In use, the tool holders may vibrate and otherwise move within the
flight blocks. Particularly in the presence of abrasive debris from
the roadway mining operation, the vibration and movement of the
tool holders can act to enlarge the slot within the flight block
receiving the tool holder to such an extent that the tool holder is
no longer retained. Additionally, the presence of dust and debris
that is being churned up by the cutting tool itself can get pushed
into the flight block, between the wall of the slot and the tool
holder. This debris causes added and accelerated wear on the tool
holder and flight block.
When the tool holder is no longer held securely in the flight
block, it then becomes necessary to remove the old flight block,
usually with the aid of a cutting torch, and to weld a new flight
block in its place. Again, this repair job is difficult to do in
the field and still achieve accurate alignment of the flight block
on the flighting section. Misalignment of the flight block results
in undesirable lateral forces on a new cutting tool which in turn
results in very fast wear and ultimate failure of the replaced
parts.
The vibration induced wear can also occur between the tool holders
and the cutting tool itself. Some rotational movement of the
cutting tool may be desirable to permit the cutting tool to suffer
even wear. Any rotational movement of the tool can cause wear of
the part holding the tool, whether the tool holder or any
intermediate sleeve. It is desirable to retain the cutting tool in
the tool holder so long as the cutting surface of the cutting tool
remains satisfactory to perform the desired cutting action. If a
cutting tool experiences too much wear it may be ejected from or
drop from the tool holder. If the tool holder experiences too much
wear in surfaces confronting the cutting tool, the tool holder may
not be able to retain even a new cutting tool, thus mandating the
replacement of the tool holder. Thus, it is desirable to
accommodate some measure of wear between the cutting tool and the
tool holder while minimizing the wear on the tool holder
itself.
Thus, there remains a need for a tool holder that can be used with
standard flight blocks, and will resist the intrusion of debris
between the tool holder and the cutting tool and will retain the
cutting tool for a longer time. There remains a further need for a
tool holder that can accommodate or compensate for some measure of
wear of the cutting tool in relation to the tool holder.
SUMMARY
The present invention relates to a tool holder for a scarifying
milling machine. In one aspect, the tool holder includes a body
portion that is dimensioned to fit closely within a slot formed
within a flight block. A head portion is positioned at a distal end
of the body portion. The head portion includes a recess that is
adapted to receive a cutting tool. The recess is oriented such that
the cutting to is held in a rotationally forward orientation. A
flange is positioned adjacent the head portion and extends from the
body portion in a rotationally forward direction. The flange is
adapted to deflect debris away from the interface of the flight
block and the tool holder and to prevent debris from entering
between the flight block and the tool holder.
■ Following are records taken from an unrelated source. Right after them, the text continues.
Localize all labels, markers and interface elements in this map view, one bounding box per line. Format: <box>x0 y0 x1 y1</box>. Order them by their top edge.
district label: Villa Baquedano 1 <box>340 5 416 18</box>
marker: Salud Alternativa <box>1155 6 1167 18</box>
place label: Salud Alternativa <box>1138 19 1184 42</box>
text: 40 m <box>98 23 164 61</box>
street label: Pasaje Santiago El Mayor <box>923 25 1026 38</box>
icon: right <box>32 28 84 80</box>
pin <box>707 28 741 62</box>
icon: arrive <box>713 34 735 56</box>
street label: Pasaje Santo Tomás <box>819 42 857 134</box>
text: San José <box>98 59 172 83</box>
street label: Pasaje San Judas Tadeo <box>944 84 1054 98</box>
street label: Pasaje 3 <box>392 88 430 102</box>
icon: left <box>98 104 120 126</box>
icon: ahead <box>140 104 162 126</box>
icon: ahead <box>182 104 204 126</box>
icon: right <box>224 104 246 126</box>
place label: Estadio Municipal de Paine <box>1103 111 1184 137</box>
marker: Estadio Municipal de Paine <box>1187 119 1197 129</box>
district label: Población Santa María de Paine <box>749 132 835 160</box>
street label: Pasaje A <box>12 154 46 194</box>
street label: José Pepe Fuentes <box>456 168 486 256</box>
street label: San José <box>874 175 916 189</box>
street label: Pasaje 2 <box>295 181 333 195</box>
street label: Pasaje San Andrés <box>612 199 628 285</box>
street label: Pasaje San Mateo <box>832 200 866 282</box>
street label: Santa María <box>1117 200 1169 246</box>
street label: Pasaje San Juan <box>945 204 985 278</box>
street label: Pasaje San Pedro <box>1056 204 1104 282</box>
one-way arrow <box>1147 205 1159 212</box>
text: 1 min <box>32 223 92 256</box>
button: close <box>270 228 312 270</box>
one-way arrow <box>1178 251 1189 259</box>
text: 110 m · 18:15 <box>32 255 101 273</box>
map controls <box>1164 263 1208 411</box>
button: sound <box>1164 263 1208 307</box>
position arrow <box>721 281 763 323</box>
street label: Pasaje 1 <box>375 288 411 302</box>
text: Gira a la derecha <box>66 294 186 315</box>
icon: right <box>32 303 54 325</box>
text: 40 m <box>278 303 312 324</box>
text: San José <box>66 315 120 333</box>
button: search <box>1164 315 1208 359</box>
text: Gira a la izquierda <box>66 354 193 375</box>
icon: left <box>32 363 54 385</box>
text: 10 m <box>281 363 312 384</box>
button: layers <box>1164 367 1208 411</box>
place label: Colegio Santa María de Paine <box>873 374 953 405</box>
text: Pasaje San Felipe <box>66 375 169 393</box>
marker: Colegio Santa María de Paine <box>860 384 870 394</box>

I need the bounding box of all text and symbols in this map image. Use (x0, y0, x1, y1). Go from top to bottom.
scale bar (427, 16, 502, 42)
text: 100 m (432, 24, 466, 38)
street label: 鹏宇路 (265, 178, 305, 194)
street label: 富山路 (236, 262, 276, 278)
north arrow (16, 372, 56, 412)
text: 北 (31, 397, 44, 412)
In another aspect, the flange is angled away from the recess to
facilitate the flow of debris away from the cutting tool.
In still another aspect, the flange is angled to one side of the
body of the tool holder to facilitate the flow of debris away from
the recess and to one side of the tool holder.
In yet another aspect, the tool holder includes a threaded bore
extending from the recess to an outer surface of the head portion.
A threaded set screw is positioned within the threaded bore. The
set screw can directly engage, or cause another member within the
threaded bore to engage, a portion of a cutting tool positioned
within the recess to secure the cutting tool therein.
In yet a further aspect, the engagement can be such as to minimize
any motion between the tool holder an a collar surrounding the
cutting tool, so that any wear due to movement of the cutting tool
occurs on the cutting tool and the surrounding collar.
DESCRIPTION OF THE DRAWINGS
The above, as well as other advantages of the present invention,
will become readily apparent to those skilled in the art from the
following detailed description of a preferred embodiment when
considered in the light of the accompanying drawings.
FIG. 1 is a front view of a cutting drum having tool holders in
accordance with the present invention.
FIG. 2 is a perspective view of a tool holder of the present
invention.
FIG. 3 is a side view of the tool holder, illustrating the angle of
the flange away from the head of the tool holder.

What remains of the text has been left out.